Want an example? Nightline, the paragon of television journalism, devoted five nights to a wrap-up of the Clinton presidency. Virtually all of the first four nights were devoted to scandals (Gennifer Flowers, Paula Jones, and Monica lewinsky), a policy failure (universal health care), and a budget battle (the closing down of the government). A portion of the fifth night dealt with the bombing of Yugoslavia and subsequent capitulation by Slobodan Milosevic. All were hot topics, with personal anecdotes from White House insiders. ("When I heard the Flowers audio tape my heart sank," says George Stephanopolous.)

In all five nights there was nothing on Clinton's decision to reject a compromise thus destroying federal habeas corpus, nothing on the draconian immigration act he signed into law, nothing on his instant recognition that globalization was now the driving force behind foreign policy, nothing on his willingness to fight his own party on the North American Free Trade Agreement (NAFTA), nothing on putting teeth in the General Agreement on Tariffs and Trade (GATT) by backing the World Trade Organization, nothing on his bailout of the Mexican economy, nothing on his efforts to bring peace to Northern Ireland, nothing on his overtures to reduce tensions with North Korea, nothing on his gamble to back Boris Yeltsin — a move that may have thwarted a return of the Communists to power — and nothing on his fight against the evisceration of the Clean Water Act.

I could go on. Why? you may ask. After all, they had five nights, and Ted Koppel and his executive producer, Tom Bettag, are without question the two brightest minds in our business. The answer is Jay Leno and David Letterman. Even at Nightline information goes begging when ratings are at stake. There's a reason why they aired over forty broadcasts on Jim and Tammy Fay Baker, and it had nothing to do with the public's need to know.

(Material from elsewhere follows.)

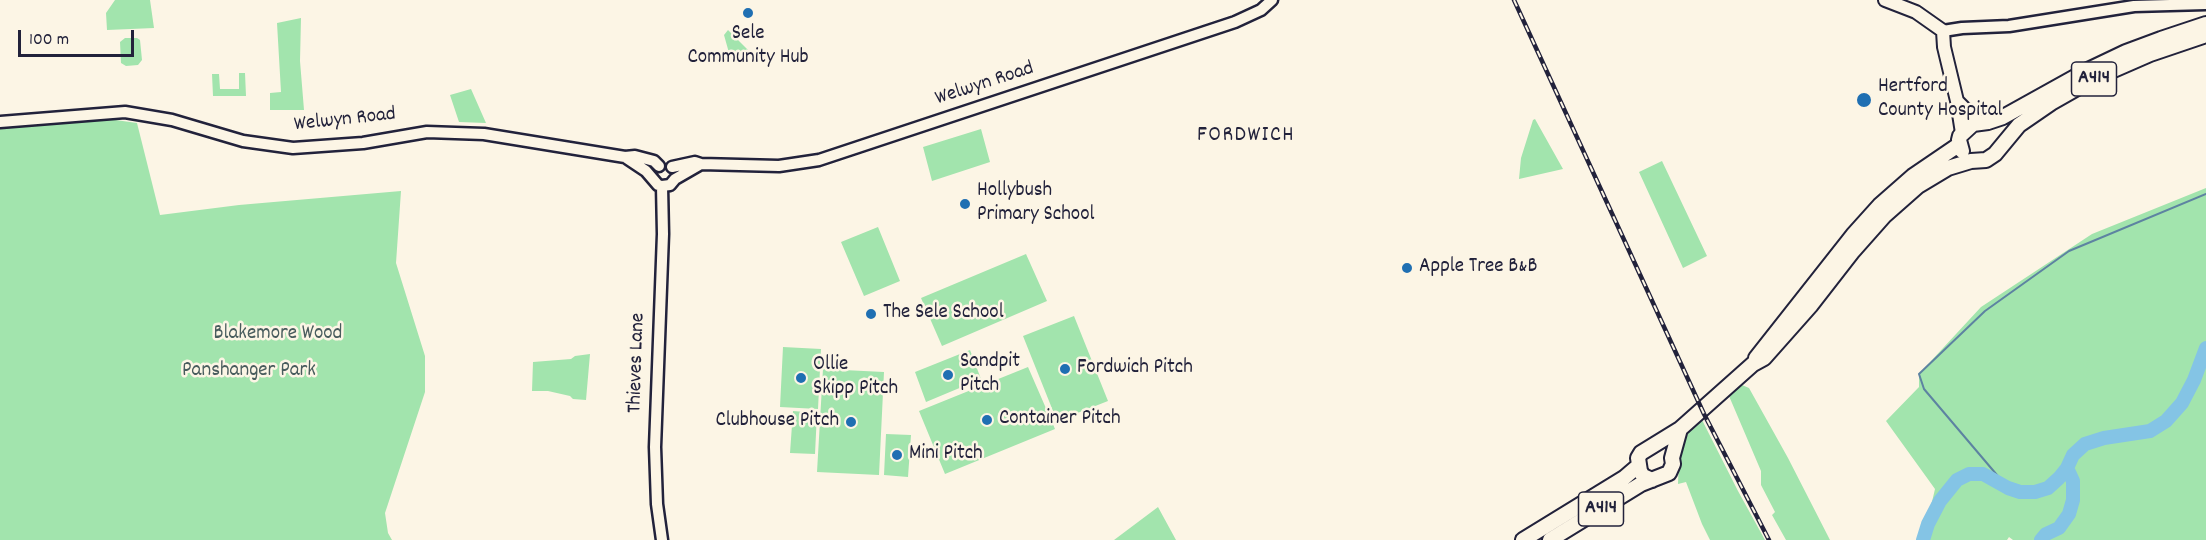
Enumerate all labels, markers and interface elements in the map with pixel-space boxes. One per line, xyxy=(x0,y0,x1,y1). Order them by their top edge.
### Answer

The examples cited in this passage are a bit old now, but they track closely with the most recent examples I describe above. This isn't a new phenomenon, but it is perhaps getting worse as times goes by, and the consequences will certainly grow worse as well. Democracy cannot function well if the people are too poorly informed to make good decisions about what will happen. When people are accustomed to being informed, they are less likely to accept the excuses of leaders who try to use secrecy and disinformation to hide what they are doing and why.

Sometimes the major news media "gets it" and does well — the reports about the deplorable conditions which some wounded veterans must endure at Walter Reed Hospital is a good example of that, but part of what stands out about this example is just how unusual it really is: reporters took it upon themselves to investigate something unknown to most people, developed some dramatic and compelling stories relating to this and brought it all to the public. The story couldn't be ignored or swept under the rug and it is leading to at least a few changes. How often does this happen? How much more often should it happen?

At least when the Roman government provided bread and circuses to the people to keep them distracted, Romans were actually fed a little bit while being entertained.